Play a “challenge game” with the class. Two teams of students think of situations in which an object undergoes some motion. The teams then take turns challenging each other to determine whether or not the objects are accelerating.
Goal: Interrelate representations of acceleration and identifying potential misconceptions.
Source: UMPERG
Which of the following statements are true?
A. While an object moves at constant speed, its acceleration must be zero.
B. For a ball to roll up a hill and then back down, its acceleration must change.
C. When an object’s velocity versus time graph crosses the time axis, its acceleration must be zero.
Answer (8) is the best choice. An object’s acceleration is nonzero if its direction of motion is changing, or its speed is changing, or both. A constant speed does not imply zero acceleration because the object’s direction of motion could be changing. Therefore (A) is false. An object will have a nonzero acceleration if its velocity is changing, even if its velocity is (instantaneously) zero. Therefore (C) is false. For a ball that rolls up a hill and then back down, the acceleration can be constant. This will be the case if the hill has a constant slope, and the friction and air resistance forces are small. Therefore (B) is also false.
Assessment Issues: (1) Do students know that an object has a nonzero acceleration whenever its speed or direction of motion change? Do they think that the speed must change for there to be a nonzero acceleration? (2) Do students confuse velocity and acceleration? Do they think that the acceleration is positive/zero/negative whenever the velocity is positive/zero/negative? (3) Do students use graphs and pictures to answer this question?
Have one group of students perform some motion (perhaps by walking or moving an object), and challenge another group to graph position versus time, velocity versus time, or acceleration versus time for that motion. (If the motion performed is in two dimensions, students should graph one of the components of the motion.)
Commentary:
Answer
(7) (A) and (C) are clearly accelerating since the displacement is
different for different time intervals (implying different average
velocities). For (B) and (D) the average velocity is the same for each
time interval.
If there is something quirky about the motions of (B) and (D), it is
possible that these objects are accelerating even though their average
velocity is always the same for the time intervals observed. Therefore
students could be justified in selecting (9). Students should realize
that (A) and (C) are accelerating.
Background
It is important for students to develop multiple ways of interpreting
concepts.
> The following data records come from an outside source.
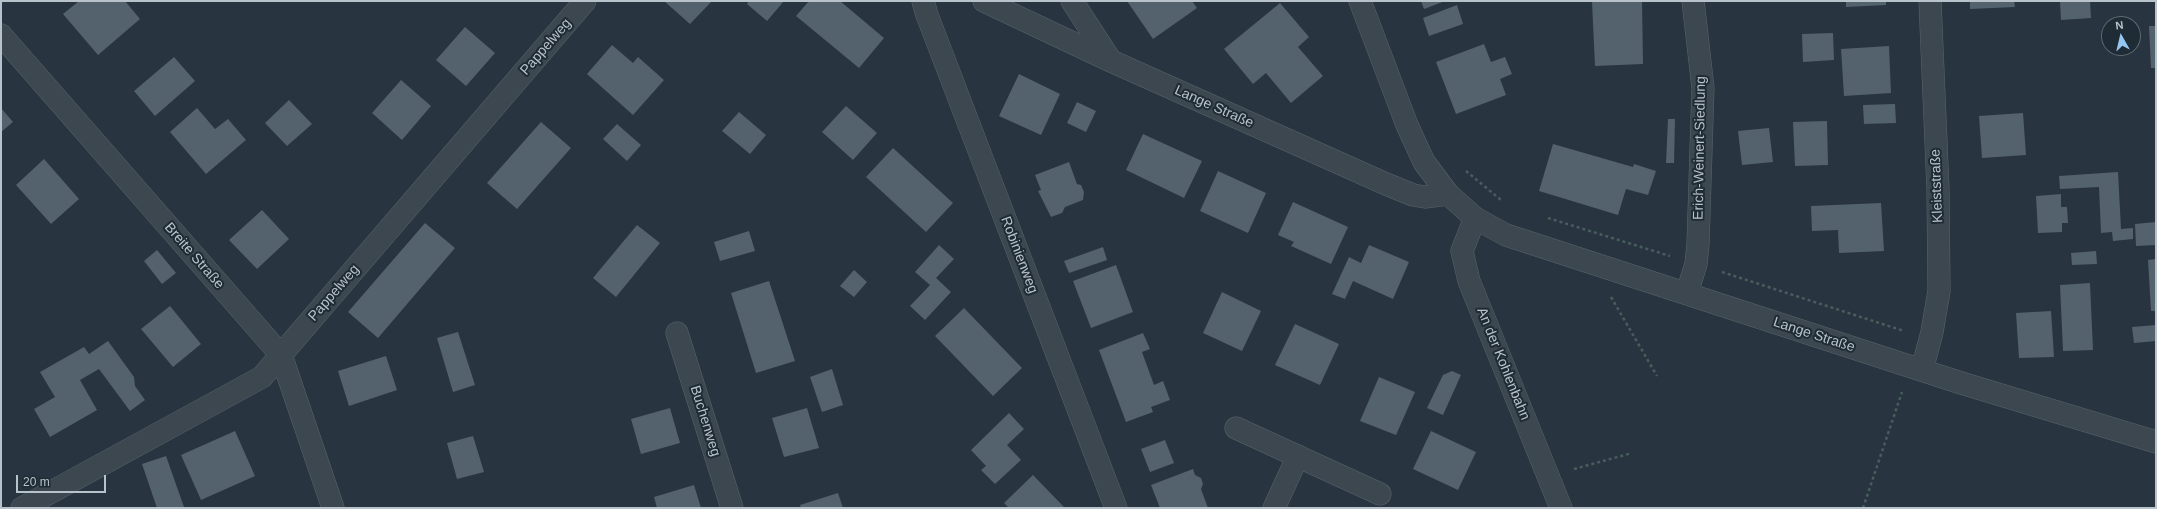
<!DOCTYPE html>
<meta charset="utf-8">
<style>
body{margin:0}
#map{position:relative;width:2157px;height:509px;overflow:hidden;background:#283540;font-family:Arial,sans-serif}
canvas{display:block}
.frame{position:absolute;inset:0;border:2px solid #b8c2ca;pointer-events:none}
.north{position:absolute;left:2101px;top:16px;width:40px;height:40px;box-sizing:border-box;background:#202c35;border:1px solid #5d6871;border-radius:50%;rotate:352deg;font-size:11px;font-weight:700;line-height:16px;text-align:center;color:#b8c2ca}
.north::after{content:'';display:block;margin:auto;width:14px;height:18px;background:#95c6f2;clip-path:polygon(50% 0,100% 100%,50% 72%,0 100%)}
.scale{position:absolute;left:16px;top:475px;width:90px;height:18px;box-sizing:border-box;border:2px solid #b8c2ca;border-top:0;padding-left:5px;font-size:12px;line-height:14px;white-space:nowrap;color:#b8c2ca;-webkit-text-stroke:3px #202c35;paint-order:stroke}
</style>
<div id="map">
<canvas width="2157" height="509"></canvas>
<div class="frame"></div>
<div class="north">N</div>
<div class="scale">20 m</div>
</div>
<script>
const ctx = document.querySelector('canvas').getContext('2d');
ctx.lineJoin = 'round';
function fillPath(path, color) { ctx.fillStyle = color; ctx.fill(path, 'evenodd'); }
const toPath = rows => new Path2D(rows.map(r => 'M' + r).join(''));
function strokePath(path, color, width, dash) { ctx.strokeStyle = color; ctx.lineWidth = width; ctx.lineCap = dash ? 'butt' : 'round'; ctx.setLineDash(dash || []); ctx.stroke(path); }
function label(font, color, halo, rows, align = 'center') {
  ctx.font = font + ' Arial,sans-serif'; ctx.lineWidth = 4; ctx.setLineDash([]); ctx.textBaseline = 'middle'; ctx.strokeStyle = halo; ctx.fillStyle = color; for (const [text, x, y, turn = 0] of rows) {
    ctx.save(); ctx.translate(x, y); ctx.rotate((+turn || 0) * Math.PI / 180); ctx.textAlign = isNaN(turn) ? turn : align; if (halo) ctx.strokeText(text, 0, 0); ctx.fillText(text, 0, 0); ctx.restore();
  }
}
fillPath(toPath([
 [79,1,125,1,140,19,98,55,63,14],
 [664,1,712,1,690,24],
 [749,1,784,1,767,21,747,4],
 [809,1,840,1,884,38,859,68,796,16],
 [1127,1,1192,1,1197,8,1153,39],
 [1421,1,1445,1,1424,9],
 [1642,1,1643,64,1595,66,1592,2],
 [1846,1,1886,1,1886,5,1846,7],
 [1970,1,2014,1,2015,7,1970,9],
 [2060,1,2090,1,2091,18,2061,20],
 [1280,3,1309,37,1298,47,1323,76,1291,103,1266,73,1253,84,1224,49],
 [1457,5,1463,24,1429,36,1423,18],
 [2149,26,2156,26,2156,68,2151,68],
 [465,27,495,53,466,86,436,60],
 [1833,33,1834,60,1803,62,1802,34],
 [1484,44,1491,62,1505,57,1512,74,1500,79,1506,95,1456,114,1436,62],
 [612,45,633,63,638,57,664,80,633,115,587,74],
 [1889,46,1891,93,1844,96,1841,49],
 [174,57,195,81,155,116,134,91],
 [1019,74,1060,94,1041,135,999,116],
 [401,80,431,106,402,140,372,113],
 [289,100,312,124,287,146,265,123],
 [1077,102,1096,111,1086,132,1067,123],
 [1895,104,1896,123,1864,124,1863,105],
 [846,106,877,133,853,160,822,132],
 [1,108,13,122,1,132],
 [197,108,215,129,228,119,246,140,206,174,170,132],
 [739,112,766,135,750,154,722,131],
 [2023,113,2026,155,1982,158,1979,116],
 [1668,119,1675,119,1674,163,1666,163],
 [1827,121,1828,165,1795,166,1793,122],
 [541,122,571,148,517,209,487,183],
 [617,124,641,145,627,161,603,139],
 [1769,128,1773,162,1742,165,1738,131],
 [1143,134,1202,161,1184,198,1126,170],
 [1553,144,1633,167,1634,164,1656,171,1648,195,1626,189,1618,215,1539,191],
 [893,148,953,203,926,232,866,177],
 [44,159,79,199,51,224,16,185],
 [1069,162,1077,184,1081,185,1084,192,1083,200,1065,207,1062,213,1051,217,1038,191,1041,190,1035,175],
 [1218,171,1266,193,1248,233,1200,211],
 [2118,172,2121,229,2133,228,2133,239,2113,241,2112,232,2101,233,2099,187,2060,189,2059,176],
 [2061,194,2061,207,2067,207,2068,223,2062,223,2062,232,2038,233,2036,196],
 [1293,202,1348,227,1331,264,1291,246,1294,242,1278,235],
 [1881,203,1884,251,1839,253,1838,230,1812,231,1811,206],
 [262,210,289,239,257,269,229,240],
 [2156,222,2156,245,2136,246,2135,224],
 [425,223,455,248,378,338,348,312],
 [637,225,660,243,616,297,593,278],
 [749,231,755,251,720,261,714,242],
 [939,245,954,259,936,278,951,292,925,320,910,306,930,285,915,272],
 [1369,245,1409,262,1393,299,1353,281,1345,299,1332,294,1349,257,1361,263],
 [1103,247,1107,260,1069,273,1064,261],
 [157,250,176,273,162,284,144,261],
 [2096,251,2097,264,2072,265,2071,253],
 [2156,259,2156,311,2151,311,2148,260],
 [1116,265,1133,312,1091,328,1073,281],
 [854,270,867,282,854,297,840,286],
 [769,281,795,361,756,373,731,293],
 [2090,283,2093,350,2063,351,2060,285],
 [1222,292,1261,311,1242,351,1203,333],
 [170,306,201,344,173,367,141,329],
 [964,308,1022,368,993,396,935,336],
 [2051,311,2054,357,2019,358,2016,313],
 [1295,324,1339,344,1320,385,1275,365],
 [2156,325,2156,341,2134,343,2132,327],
 [458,332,475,385,453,392,437,338],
 [1143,333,1150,349,1142,352,1154,385,1163,381,1170,400,1151,407,1153,412,1126,422,1099,350],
 [108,341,134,377,135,386,145,400,130,411,99,369,80,380,97,410,50,437,34,409,55,397,40,372,84,347,89,354],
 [386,356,397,390,349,406,338,371],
 [832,369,843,405,822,412,810,377],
 [1452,371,1461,375,1443,415,1427,408,1443,375],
 [1379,377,1415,392,1396,435,1360,421],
 [670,408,680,443,641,454,631,419],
 [807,408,819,448,784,457,772,418],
 [1009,413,1024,429,1007,445,1021,460,995,484,981,470,986,466,971,450],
 [235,431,255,476,201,500,181,455],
 [1431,431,1476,452,1458,490,1413,469],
 [473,436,484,472,457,479,447,443],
 [1165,440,1174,463,1150,472,1141,449],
 [166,456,184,507,182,508,157,508,142,464],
 [1193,469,1195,475,1201,478,1203,484,1201,489,1208,508,1160,508,1151,485],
 [1033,475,1062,505,1065,508,1009,508,1004,503],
 [694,485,701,508,657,508,654,497],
 [838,493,843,508,801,508,800,505]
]), '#53626c');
const minor = toPath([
 [923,1,927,15,1116,508],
 [984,1,1111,61,1386,184,1413,195,1425,197,1448,194],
 [1072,1,1111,61],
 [1,35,281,355,333,508],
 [1475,218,1462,251,1469,281,1561,508],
 [1687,293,1696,264,1698,244,1703,88,1693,1],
 [677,333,732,508],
 [1922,370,1932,332,1939,291,1938,189,1930,1],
 [1236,428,1380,494],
 [22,508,262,377,585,1],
 [1274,508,1298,456]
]);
const tertiary = toPath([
 [1360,1,1407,125,1424,162,1448,194,1475,218,1506,235,1958,382,2156,442]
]);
strokePath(minor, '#59656d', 23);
strokePath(tertiary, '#59656d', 23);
strokePath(toPath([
 [1466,171,1501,200],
 [1548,218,1670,256],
 [1722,272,1904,331],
 [1611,297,1657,376],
 [1574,469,1632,453],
 [1863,508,1902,392]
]), '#485d5c', 2.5, [3, 3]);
strokePath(minor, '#3c4750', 22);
strokePath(tertiary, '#3c4750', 22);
label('14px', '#b8c2ca', '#202c35', [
 ["Pappelweg",546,47,-49],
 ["Lange Straße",1214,107,24],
 ["Erich-Weinert-Siedlung",1700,148,-89],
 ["Kleiststraße",1937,186,-92],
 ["Robinienweg",1019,255,69],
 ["Breite Straße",194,256,49],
 ["Pappelweg",334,293,-49],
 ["Lange Straße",1814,335,18],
 ["An der Kohlenbahn",1503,364,68],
 ["Buchenweg",705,421,73]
]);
</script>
This ensures that students are not just following rote
procedures to answer questions. Once an idea is understood students
should be able to use their understanding in a variety of contexts and
with a variety of representations.
Questions to Reveal Student Thinking
Which objects have a non-zero velocity? How do you know? How can you
determine from an object’s position at several times whether it is
accelerating? What features of a strobe diagram indicate that an object
has a non-zero velocity? a non-zero acceleration?
What are some physical situations that correspond to the different
motions in the strobe diagram.
Suggestions
Draw position vs. time graphs and velocity vs. time graphs for the
motion of objects that are difficult for students to analyze.